Make an exact copy of the records, with the images left out.

START Source information

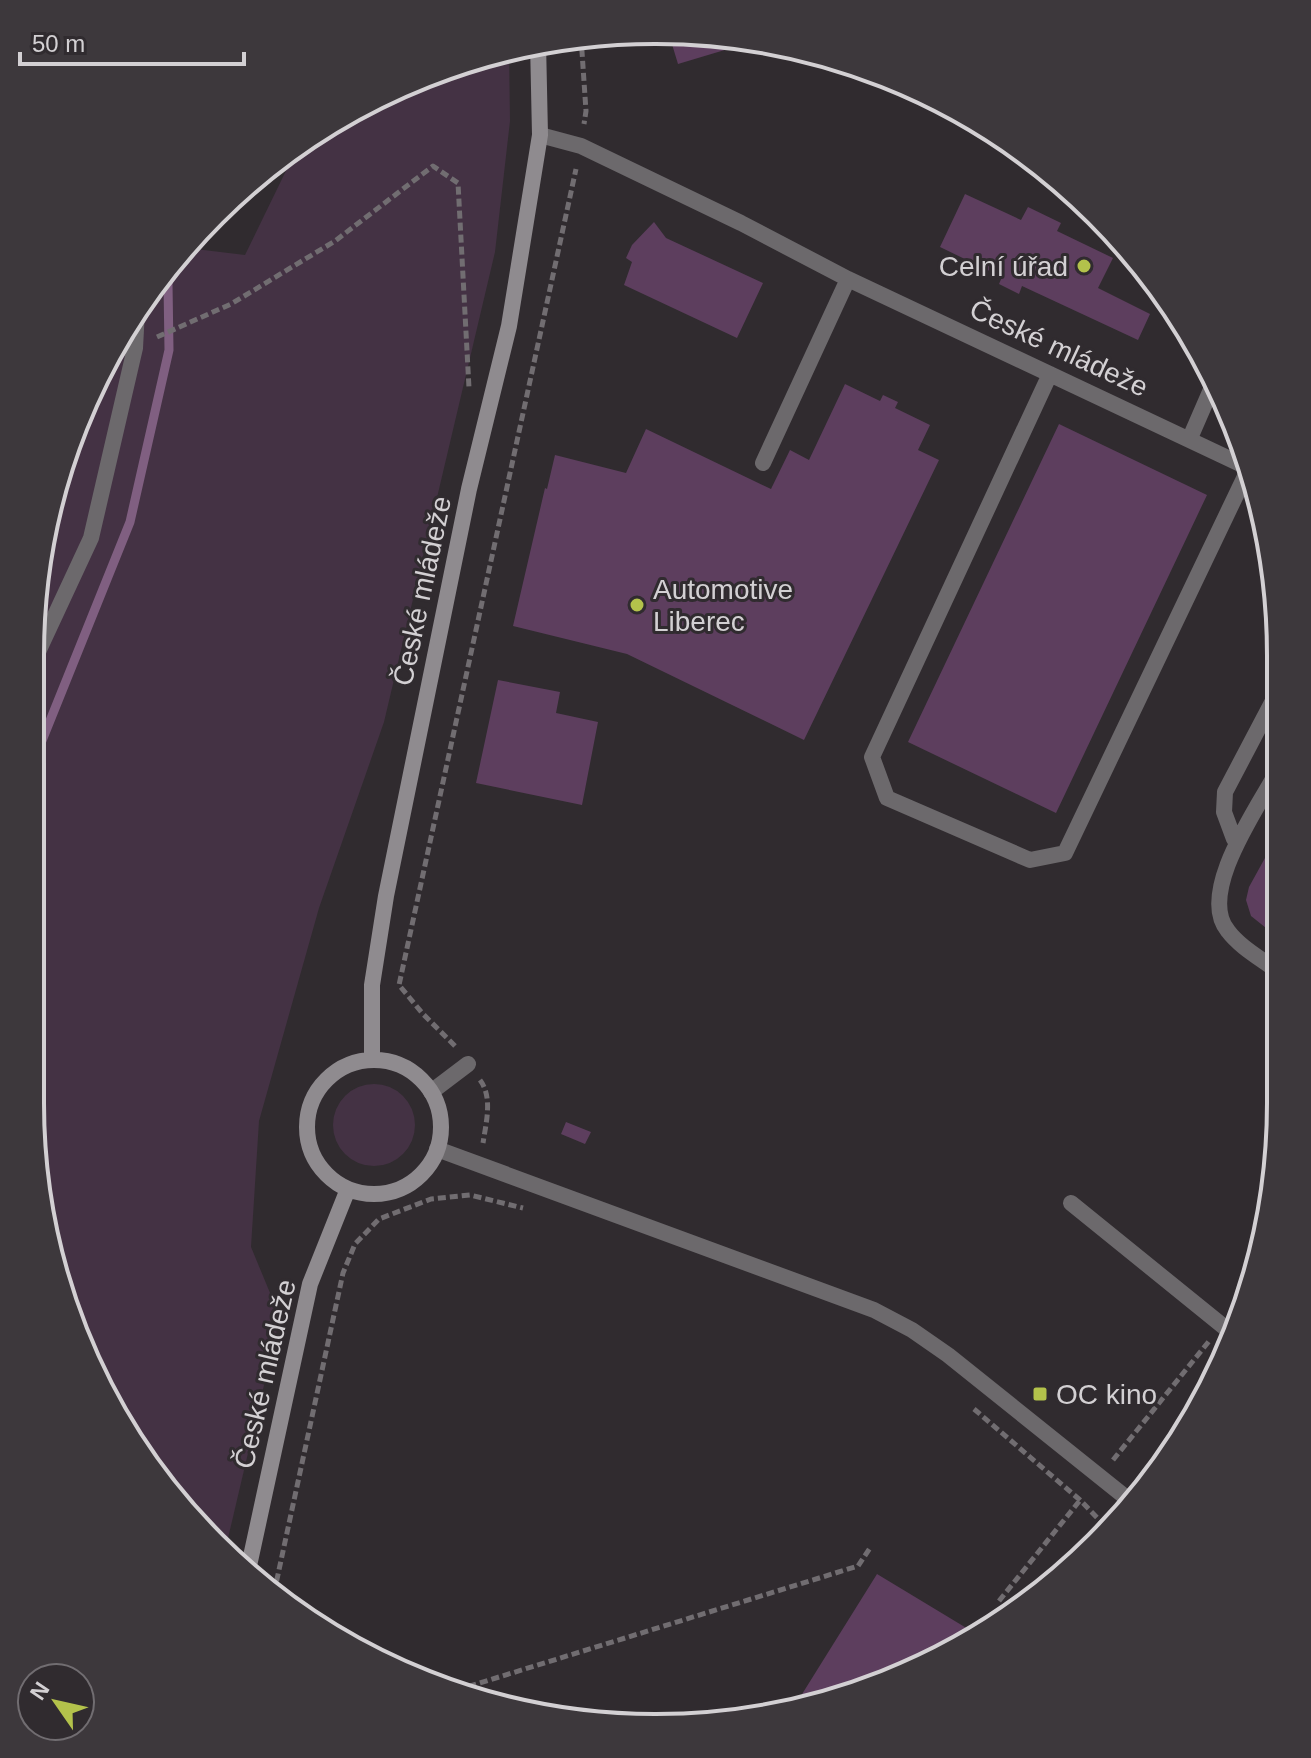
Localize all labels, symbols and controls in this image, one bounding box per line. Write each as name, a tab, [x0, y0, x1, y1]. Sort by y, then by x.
scale bar	[20, 16, 244, 66]
text: 50 m	[32, 30, 85, 57]
place label: Celní úřad	[939, 251, 1068, 282]
marker: Celní úřad	[1075, 257, 1093, 275]
street label: České mládeže	[965, 293, 1153, 403]
street label: České mládeže	[387, 493, 457, 689]
place label: Automotive Liberec	[653, 574, 793, 637]
marker: Automotive Liberec	[628, 596, 646, 614]
street label: České mládeže	[228, 1276, 302, 1472]
place label: OC kino	[1056, 1379, 1157, 1410]
marker: OC kino	[1031, 1385, 1049, 1403]
north arrow	[16, 1662, 96, 1742]
text: N	[25, 1678, 55, 1705]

END Source information

Worked solution
Localize all labels, symbols and controls in this image, one bounding box per line. Write each as name, a tab, [x0, y0, x1, y1]. Sort by y, then by x.
scale bar	[20, 16, 244, 66]
text: 50 m	[32, 30, 85, 57]
place label: Celní úřad	[939, 251, 1068, 282]
marker: Celní úřad	[1075, 257, 1093, 275]
street label: České mládeže	[965, 293, 1153, 403]
street label: České mládeže	[387, 493, 457, 689]
place label: Automotive Liberec	[653, 574, 793, 637]
marker: Automotive Liberec	[628, 596, 646, 614]
street label: České mládeže	[228, 1276, 302, 1472]
place label: OC kino	[1056, 1379, 1157, 1410]
marker: OC kino	[1031, 1385, 1049, 1403]
north arrow	[16, 1662, 96, 1742]
text: N	[25, 1678, 55, 1705]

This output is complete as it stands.